Ein Arzt, nennen wir ihn Dr. med. Semmelbruch, ist stolzer Vater eines Sohnes geworden. Er möchte, dass in die Geburtsurkunde des Kindes sein Doktortitel aufgenommen wird.

Das Standesamt und das Amtsgericht lehnen dies ab. Das OLG gibt dem Doktor Recht.

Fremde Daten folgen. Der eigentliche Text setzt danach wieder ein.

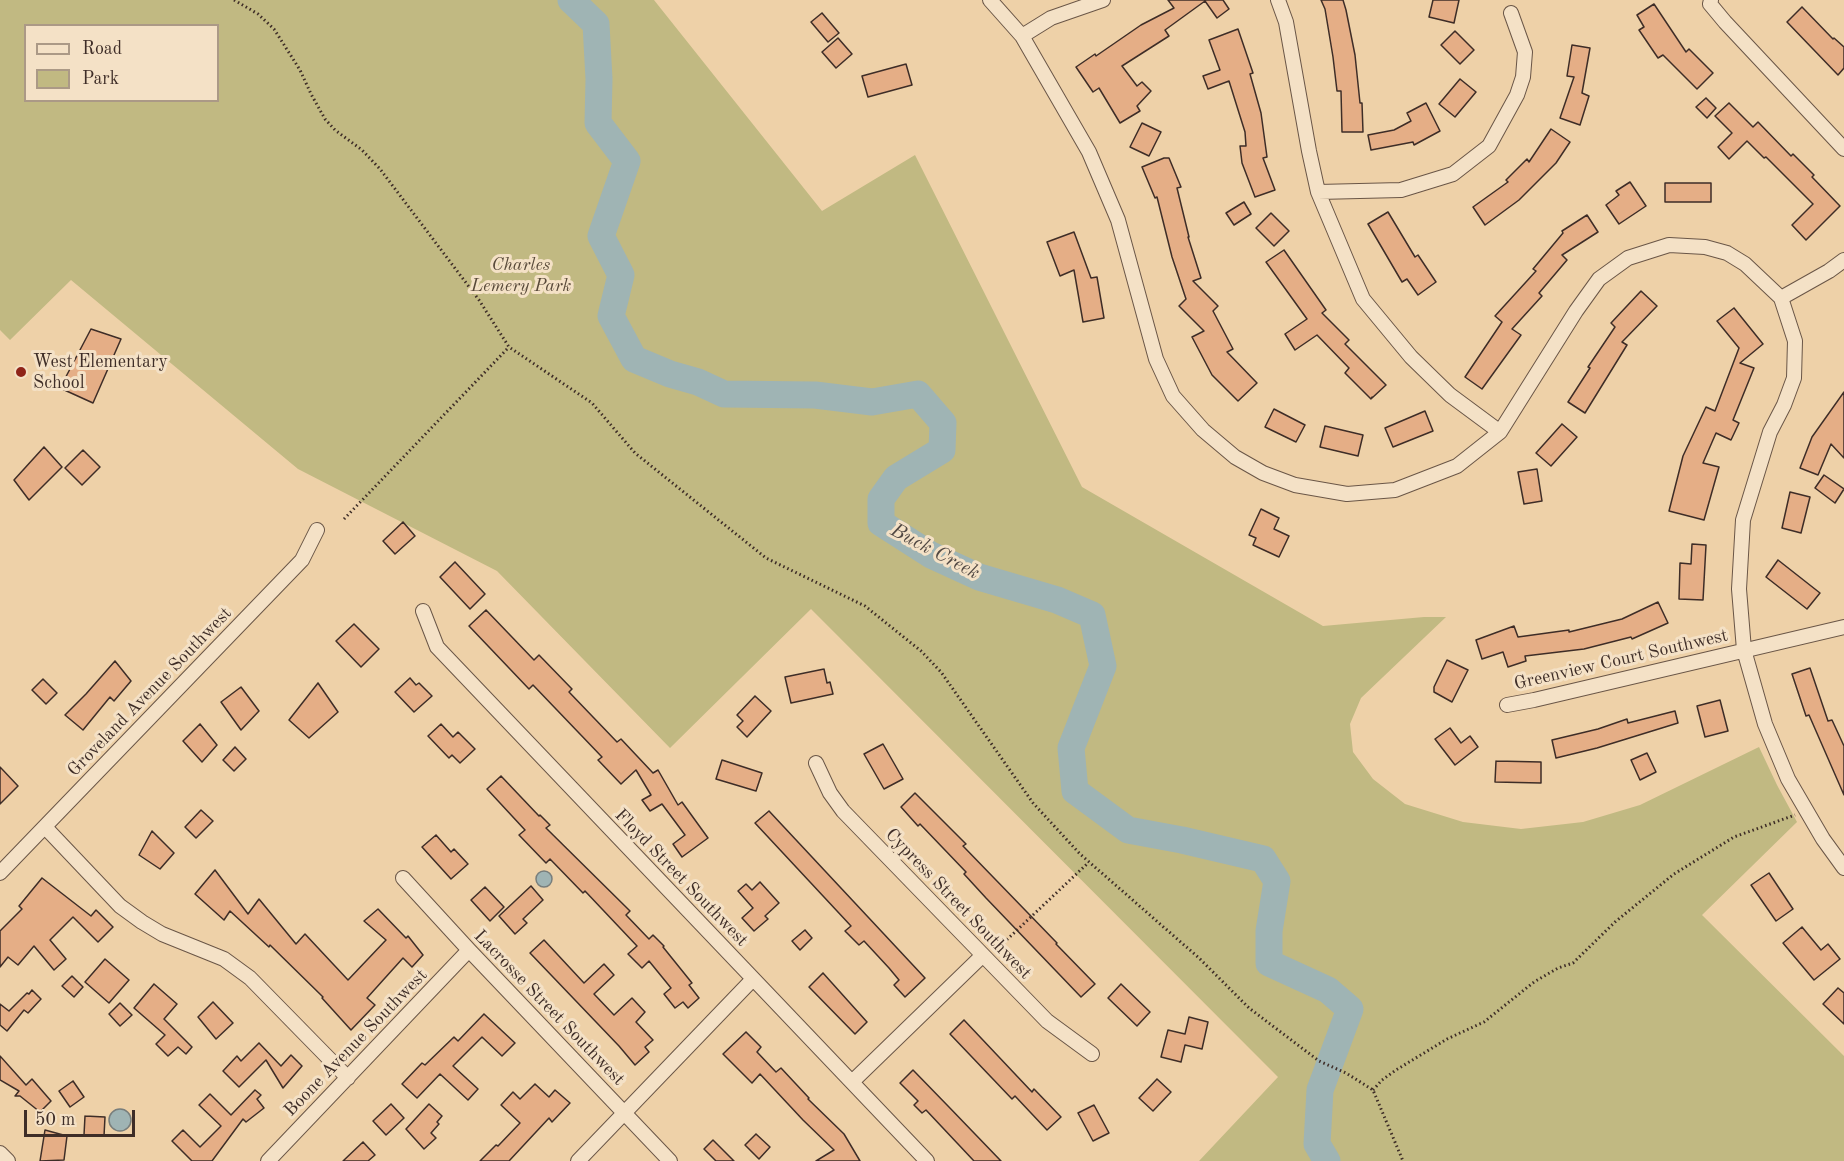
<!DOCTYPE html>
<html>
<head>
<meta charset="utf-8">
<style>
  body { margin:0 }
  #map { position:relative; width:1844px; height:1161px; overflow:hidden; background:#eed1a8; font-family:"Old Standard TT",serif }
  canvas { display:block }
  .legend { position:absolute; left:24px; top:24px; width:195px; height:78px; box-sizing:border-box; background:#f4e1c6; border:2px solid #ab9986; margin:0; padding:8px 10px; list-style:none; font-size:18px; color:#3e2d27 }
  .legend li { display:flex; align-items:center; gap:12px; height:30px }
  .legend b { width:30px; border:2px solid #ab9986 }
  .scale { position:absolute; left:24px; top:1110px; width:111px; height:27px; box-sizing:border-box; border:3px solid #3e2d27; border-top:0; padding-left:8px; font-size:18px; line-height:21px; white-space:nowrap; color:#3e2d27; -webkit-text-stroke:4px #f4e1c6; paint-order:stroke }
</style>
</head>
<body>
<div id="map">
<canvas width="1844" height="1161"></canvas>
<ul class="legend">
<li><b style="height:8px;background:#f4e1c6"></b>Road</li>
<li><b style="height:16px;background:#c1b982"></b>Park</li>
</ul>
<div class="scale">50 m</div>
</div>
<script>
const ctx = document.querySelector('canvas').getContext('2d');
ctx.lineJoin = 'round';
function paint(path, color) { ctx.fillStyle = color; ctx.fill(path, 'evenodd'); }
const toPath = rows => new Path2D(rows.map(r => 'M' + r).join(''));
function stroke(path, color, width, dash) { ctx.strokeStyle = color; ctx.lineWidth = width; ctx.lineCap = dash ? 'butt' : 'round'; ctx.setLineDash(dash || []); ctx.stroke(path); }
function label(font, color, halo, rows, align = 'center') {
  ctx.font = font + ' "Old Standard TT",serif'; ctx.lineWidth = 6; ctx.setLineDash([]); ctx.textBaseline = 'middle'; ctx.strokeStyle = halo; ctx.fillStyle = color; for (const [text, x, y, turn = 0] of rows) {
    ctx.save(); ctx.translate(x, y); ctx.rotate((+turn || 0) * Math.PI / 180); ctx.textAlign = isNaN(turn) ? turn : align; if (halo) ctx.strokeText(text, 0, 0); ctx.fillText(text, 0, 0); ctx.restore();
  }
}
paint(toPath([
  [0,0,654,0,822,211,915,155,1082,487,1323,626,1424,617,1446,617,1361,698,1350,724,1353,752,1373,779,1405,804,1463,822,1521,829,1583,822,1640,805,1759,747,1777,785,1797,822,1702,915,1844,1056,1844,1161,1199,1161,1278,1077,811,609,670,748,497,571,298,469,71,280,10,340,0,330],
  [26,26,218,26,218,100,26,100]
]), '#c1b982');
const water = toPath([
  '536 879a8 8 0 1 1 16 0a8 8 0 1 1-16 0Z',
  '109 1120a11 11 0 1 1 22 0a11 11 0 1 1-22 0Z'
]);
paint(water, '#9fb4b4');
stroke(water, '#787e7c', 1.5);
stroke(toPath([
  [571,0,596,24,599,79,598,123,627,161,601,236,621,275,611,316,634,359,670,374,698,382,724,394,815,395,872,402,918,394,943,423,942,450,896,478,881,499,881,523,931,555,979,577,1057,600,1092,615,1103,666,1071,748,1075,791,1128,830,1182,840,1263,859,1277,881,1269,931,1269,963,1328,990,1350,1009,1320,1090,1317,1144,1327,1161]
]), '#9fb4b4', 27);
const building = toPath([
  [1168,0,1223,0,1229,9,1217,18,1205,1,1165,30,1169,36,1122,66,1137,86,1142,82,1151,91,1137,106,1140,111,1120,123,1099,88,1093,92,1076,67,1095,54,1096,56,1141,25,1174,8,1168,0],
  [1321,0,1343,0,1346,10,1355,55,1360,103,1362,103,1363,132,1342,132,1341,91,1337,91,1333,57,1325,9,1321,0],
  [1433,0,1459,0,1454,23,1429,17,1433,0],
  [1654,4,1686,52,1689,49,1713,73,1697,89,1663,55,1658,58,1639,30,1644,27,1637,15,1654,4],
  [1802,7,1833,39,1834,38,1844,47,1844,68,1838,75,1787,22,1802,7],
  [822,13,839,33,828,42,811,22,822,13],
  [1238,29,1253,73,1250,74,1261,113,1267,157,1263,158,1275,190,1255,197,1242,163,1240,146,1246,146,1245,132,1229,81,1208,89,1203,76,1220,70,1209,40,1238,29],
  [1455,31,1474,50,1460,64,1441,45,1455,31],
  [838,38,852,54,836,68,822,52,838,38],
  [1572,45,1590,48,1582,93,1589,96,1580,125,1560,118,1574,77,1567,76,1572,45],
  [906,64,912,85,868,97,862,76,906,64],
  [1460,79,1476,92,1455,117,1439,104,1460,79],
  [1706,98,1716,108,1707,118,1696,107,1706,98],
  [1426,103,1440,131,1414,145,1413,142,1371,150,1368,135,1394,130,1411,121,1407,113,1426,103],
  [1729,103,1753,127,1758,122,1791,156,1793,154,1814,175,1812,177,1840,206,1806,240,1792,225,1813,204,1766,157,1764,158,1747,141,1729,159,1718,147,1732,133,1715,116,1729,103],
  [1142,123,1161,132,1149,156,1130,147,1142,123],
  [1551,129,1570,142,1556,163,1519,200,1485,225,1473,207,1508,182,1506,180,1527,159,1529,162,1551,129],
  [1164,158,1169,158,1181,187,1177,188,1189,237,1188,237,1201,278,1193,281,1218,306,1213,311,1233,349,1227,352,1257,383,1238,401,1212,375,1192,337,1204,331,1179,306,1186,299,1172,257,1157,197,1155,198,1142,167,1164,158],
  [1630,182,1646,206,1619,224,1606,205,1619,195,1616,191,1630,182],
  [1665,183,1711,183,1711,202,1665,202,1665,183],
  [1244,202,1251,214,1234,225,1226,213,1244,202],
  [1388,212,1415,257,1418,255,1436,282,1418,295,1407,279,1402,282,1368,224,1388,212],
  [1271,213,1289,231,1274,246,1256,228,1271,213],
  [1587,215,1598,232,1562,255,1567,260,1539,293,1542,296,1512,329,1521,335,1482,389,1465,377,1502,322,1495,316,1536,271,1533,269,1563,233,1562,231,1587,215],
  [1074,232,1091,278,1097,277,1104,318,1083,322,1074,270,1060,276,1047,242,1074,232],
  [1284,250,1326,310,1322,313,1349,340,1345,344,1386,385,1372,398,1372,397,1371,399,1345,373,1349,368,1317,335,1295,350,1285,334,1307,319,1266,262,1284,250],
  [1641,291,1657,306,1622,342,1627,345,1585,413,1568,402,1590,368,1588,367,1615,327,1611,323,1641,291],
  [1734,308,1763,344,1740,363,1754,368,1733,420,1739,423,1731,440,1716,433,1703,463,1719,467,1704,520,1669,511,1683,456,1706,407,1715,411,1739,348,1717,321,1734,308],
  [91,329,121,339,93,403,60,388,91,329],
  [1844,392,1844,458,1831,444,1818,475,1800,468,1812,437,1844,392],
  [1274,409,1305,425,1296,442,1265,427,1274,409],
  [1425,411,1433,431,1393,447,1385,428,1425,411],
  [1562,424,1577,437,1551,466,1536,453,1562,424],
  [1325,426,1363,435,1358,456,1320,447,1325,426],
  [44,447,62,467,29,500,14,480,44,447],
  [83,450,100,467,82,485,65,468,83,450],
  [1537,469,1542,501,1524,504,1518,472,1537,469],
  [1824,475,1844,489,1835,503,1815,488,1824,475],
  [1790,492,1810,497,1801,533,1782,528,1790,492],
  [1261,509,1279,518,1274,529,1289,536,1279,557,1253,545,1256,538,1249,535,1261,509],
  [403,522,415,536,395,554,383,541,403,522],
  [1692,544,1706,545,1703,600,1679,599,1680,563,1691,564,1692,544],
  [1778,560,1820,593,1807,609,1766,577,1778,560],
  [455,562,485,594,470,609,440,577,455,562],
  [1658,602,1668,623,1632,639,1631,637,1584,649,1525,656,1526,661,1508,667,1503,652,1482,659,1476,640,1514,626,1518,637,1569,630,1569,632,1622,619,1658,602],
  [486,610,534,660,539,655,572,689,569,692,617,742,621,739,653,773,658,770,678,805,682,802,708,838,682,857,673,844,685,835,662,804,650,811,642,800,651,795,636,770,621,784,598,760,602,757,533,685,529,689,469,626,486,610],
  [354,624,379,649,361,667,336,641,354,624],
  [1447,660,1468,670,1452,702,1434,692,1434,687,1447,660],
  [115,661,131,681,114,701,110,697,83,730,65,715,86,694,115,661],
  [1810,668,1828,721,1832,720,1844,746,1844,795,1809,715,1806,716,1792,674,1810,668],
  [824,669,827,683,830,682,833,694,791,703,785,677,824,669],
  [410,678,416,685,419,683,432,696,414,712,395,692,410,678],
  [43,679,57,693,46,704,32,690,43,679],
  [318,683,338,712,309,738,289,720,318,683],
  [241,687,259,711,241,730,221,702,241,687],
  [755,696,771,711,747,737,737,727,743,721,737,715,755,696],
  [1720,700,1728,731,1705,737,1697,706,1720,700],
  [1675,711,1678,723,1597,748,1556,758,1552,740,1598,729,1627,719,1628,723,1675,711],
  [200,724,217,745,202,762,183,741,200,724],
  [441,724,453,737,458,732,475,749,460,763,452,755,449,758,428,736,441,724],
  [1450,728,1461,743,1470,736,1478,747,1455,765,1435,739,1450,728],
  [883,744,903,779,884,789,864,754,883,744],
  [235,747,246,759,234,771,223,760,235,747],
  [1647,753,1656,772,1640,780,1631,760,1647,753],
  [722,760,762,773,756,791,716,779,722,760],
  [1496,761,1541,762,1541,783,1495,782,1496,761],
  [0,767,18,786,0,804,0,767],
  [501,776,539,816,540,815,550,825,546,828,630,911,626,915,649,939,653,935,664,946,663,947,692,983,689,985,699,998,688,1008,683,1002,675,1008,664,994,671,988,649,961,642,968,628,954,637,946,585,891,583,893,550,859,546,863,519,835,525,830,487,789,501,776],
  [915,793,966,844,963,846,1057,943,1056,944,1095,984,1081,997,986,898,964,874,966,872,920,824,918,826,901,807,915,793],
  [201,810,213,821,196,838,185,827,201,810],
  [769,811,925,978,905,997,894,985,899,980,889,968,864,941,859,945,845,931,851,926,755,823,769,811],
  [152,831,174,853,160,869,139,855,152,831],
  [436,835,451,852,454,849,468,864,451,879,422,847,436,835],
  [215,870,248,914,259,899,296,944,305,934,348,980,386,940,364,921,378,909,406,938,408,936,423,955,412,967,403,958,367,998,375,1005,351,1030,322,998,323,997,270,945,269,947,230,911,224,920,195,894,215,870],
  [1769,873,1793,909,1776,921,1751,885,1769,873],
  [42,878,91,916,96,910,113,927,98,942,73,917,50,940,66,959,54,970,34,946,18,965,8,957,0,967,0,931,22,909,19,906,42,878],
  [760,882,779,903,765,916,768,919,754,931,742,918,753,908,738,891,746,884,752,890,760,882],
  [531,886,543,900,523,919,527,923,515,934,499,916,531,886],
  [485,887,504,907,490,921,471,900,485,887],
  [1802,927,1821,950,1828,944,1840,959,1814,980,1783,943,1802,927],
  [805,930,812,938,800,950,792,941,805,930],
  [544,940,584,983,604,964,614,975,594,994,614,1015,632,998,645,1012,636,1022,653,1040,645,1047,649,1052,635,1065,619,1046,530,953,544,940],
  [105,959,129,980,109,1003,85,982,105,959],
  [823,973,867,1022,855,1034,809,987,823,973],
  [72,976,83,987,74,997,62,986,72,976],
  [154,984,177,1004,164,1019,192,1047,186,1054,178,1047,168,1056,156,1044,165,1035,134,1008,154,984],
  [1121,984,1150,1012,1137,1026,1108,998,1121,984],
  [1838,988,1844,993,1844,1024,1823,1004,1838,988],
  [32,990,41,999,28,1013,24,1010,7,1031,0,1025,0,1004,9,1011,27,993,29,994,32,990],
  [213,1002,233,1023,216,1039,198,1017,213,1002],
  [120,1003,132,1015,120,1026,109,1014,120,1003],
  [484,1014,515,1043,502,1056,482,1037,453,1066,478,1089,468,1100,440,1074,417,1098,402,1084,422,1063,425,1065,454,1037,458,1041,484,1014],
  [1189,1017,1208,1022,1202,1049,1185,1045,1181,1062,1161,1057,1168,1030,1185,1034,1189,1017],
  [964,1020,1032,1092,1034,1089,1061,1117,1047,1130,1015,1096,1012,1099,950,1034,964,1020],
  [746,1032,761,1047,757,1052,776,1072,781,1068,809,1098,808,1099,844,1134,860,1161,816,1161,834,1150,803,1120,760,1074,752,1083,723,1054,746,1032],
  [259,1043,281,1066,291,1055,302,1066,283,1088,266,1060,239,1087,223,1071,237,1056,241,1061,259,1043],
  [0,1056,26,1085,32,1079,51,1101,40,1112,20,1096,15,1096,19,1091,0,1080,0,1056],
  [913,1070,948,1106,1001,1161,974,1161,926,1110,922,1113,914,1105,918,1101,900,1083,913,1070],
  [1157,1079,1171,1092,1153,1111,1139,1098,1157,1079],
  [73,1081,84,1097,70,1107,59,1091,73,1081],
  [535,1084,549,1097,555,1090,570,1103,552,1122,549,1118,509,1161,480,1161,496,1145,498,1146,520,1123,501,1105,513,1092,520,1099,535,1084],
  [255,1090,261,1095,257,1099,264,1108,246,1122,243,1119,212,1161,192,1161,172,1141,183,1130,200,1147,221,1126,199,1105,210,1094,231,1115,255,1090],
  [391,1104,404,1118,386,1135,373,1121,391,1104],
  [429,1104,442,1116,437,1122,439,1124,431,1133,436,1138,424,1149,406,1129,429,1104],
  [1094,1105,1109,1133,1093,1141,1078,1113,1094,1105],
  [85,1116,105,1117,104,1136,84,1135,85,1116],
  [45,1130,67,1136,64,1160,40,1161,45,1130],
  [756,1134,770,1147,759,1159,745,1145,756,1134],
  [713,1140,734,1161,716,1161,704,1149,713,1140],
  [363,1142,375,1155,368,1161,343,1161,363,1142]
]);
paint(building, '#e5ae86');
stroke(building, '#3e2d27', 1.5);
const street = toPath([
  [990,0,1022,36,1089,152,1118,220,1156,359,1173,396,1203,430,1235,457,1263,473,1295,485,1347,494,1395,490,1457,466,1500,432,1576,311,1599,279,1628,258,1669,245,1705,247,1727,253,1745,264,1781,298,1795,341,1794,378,1784,405,1770,432,1743,520,1739,589,1744,650,1765,724,1788,779,1823,839,1844,868],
  [1278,0,1286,22,1309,151,1318,192,1363,299,1411,357,1450,395,1500,432],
  [1711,0,1710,4,1725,22,1844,149],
  [1022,36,1051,18,1103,0],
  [1318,192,1401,190,1453,174,1489,146,1517,95,1523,77,1525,52,1511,13],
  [1781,298,1829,271,1844,260],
  [423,611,437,647,927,1161],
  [1507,705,1534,700,1844,627],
  [816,763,830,793,843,811,1047,1021,1092,1054],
  [45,827,120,906,142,922,162,934,224,959,250,978,348,1078],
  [0,873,302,560,317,530],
  [403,878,469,950,670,1161],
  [853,1081,983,955],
  [0,1153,8,1161],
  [268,1161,469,950],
  [578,1161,753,979]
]);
stroke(street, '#6a5647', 16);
stroke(toPath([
  [234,0,258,14,274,29,300,70,311,94,325,119,335,130,362,150,380,169,479,300,509,347,592,403,635,453,766,558,865,606,921,651,941,672,1033,803,1080,854,1199,958,1249,1008,1319,1061,1346,1073,1373,1090,1403,1161],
  [344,519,509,347],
  [997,949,1088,863],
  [1373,1090,1382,1080,1396,1070,1447,1039,1484,1022,1534,982,1558,968,1573,963,1615,922,1674,874,1734,837,1795,815]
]), '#3e2d27', 3, [1.5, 3]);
stroke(street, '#f4e1c6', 14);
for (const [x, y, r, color] of [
  [21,372,6,"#8f2418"]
]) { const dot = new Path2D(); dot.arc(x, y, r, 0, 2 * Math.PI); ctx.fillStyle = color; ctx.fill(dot); stroke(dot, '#f4e1c6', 2); }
label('italic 18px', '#584939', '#f4e1c6', [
  ["Charles",521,265],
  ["Lemery Park",521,286]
]);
label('18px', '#3e2d27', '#f4e1c6', [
  ["West Elementary",33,362],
  ["School",33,383]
], 'left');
label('18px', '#3e2d27', '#f4e1c6', [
  ["Greenview Court Southwest",1621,660,-13],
  ["Groveland Avenue Southwest",150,692,-46],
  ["Floyd Street Southwest",681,878,46],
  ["Cypress Street Southwest",958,904,46],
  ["Lacrosse Street Southwest",549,1008,46],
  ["Boone Avenue Southwest",356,1043,-46]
]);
label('italic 20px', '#514843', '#f4e1c6', [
  ["Buck Creek",935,552,28]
]);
</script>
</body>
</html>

Der von der Standesamtsaufsicht angerufene BGH (BGH v. 04.09.13 - XII ZB 526/12) hat nun entschieden, dass akademische Grade seit dem Inkrafttreten des reformierten Personenstandsgesetzes am 1. Januar 2009 nicht mehr in Personenstandsregistern (hier: Geburtenregister) einzutragen sind.

Zunächst stellt der Senat klar, dass akademische Grade -entgegen manch landläufiger Meinung - keine Bestandteile des Namens sind.

Die Eintragung in das Personenstandsregister sei bislang gewohnheitsrechtlich erfolgt. Nach der Reform des Personenstandsgesetzes könne von einer Fortgeltung des bisherigen Gewohnheitsrechts nicht mehr ausgegangen werden.

Die zum 01.01 ...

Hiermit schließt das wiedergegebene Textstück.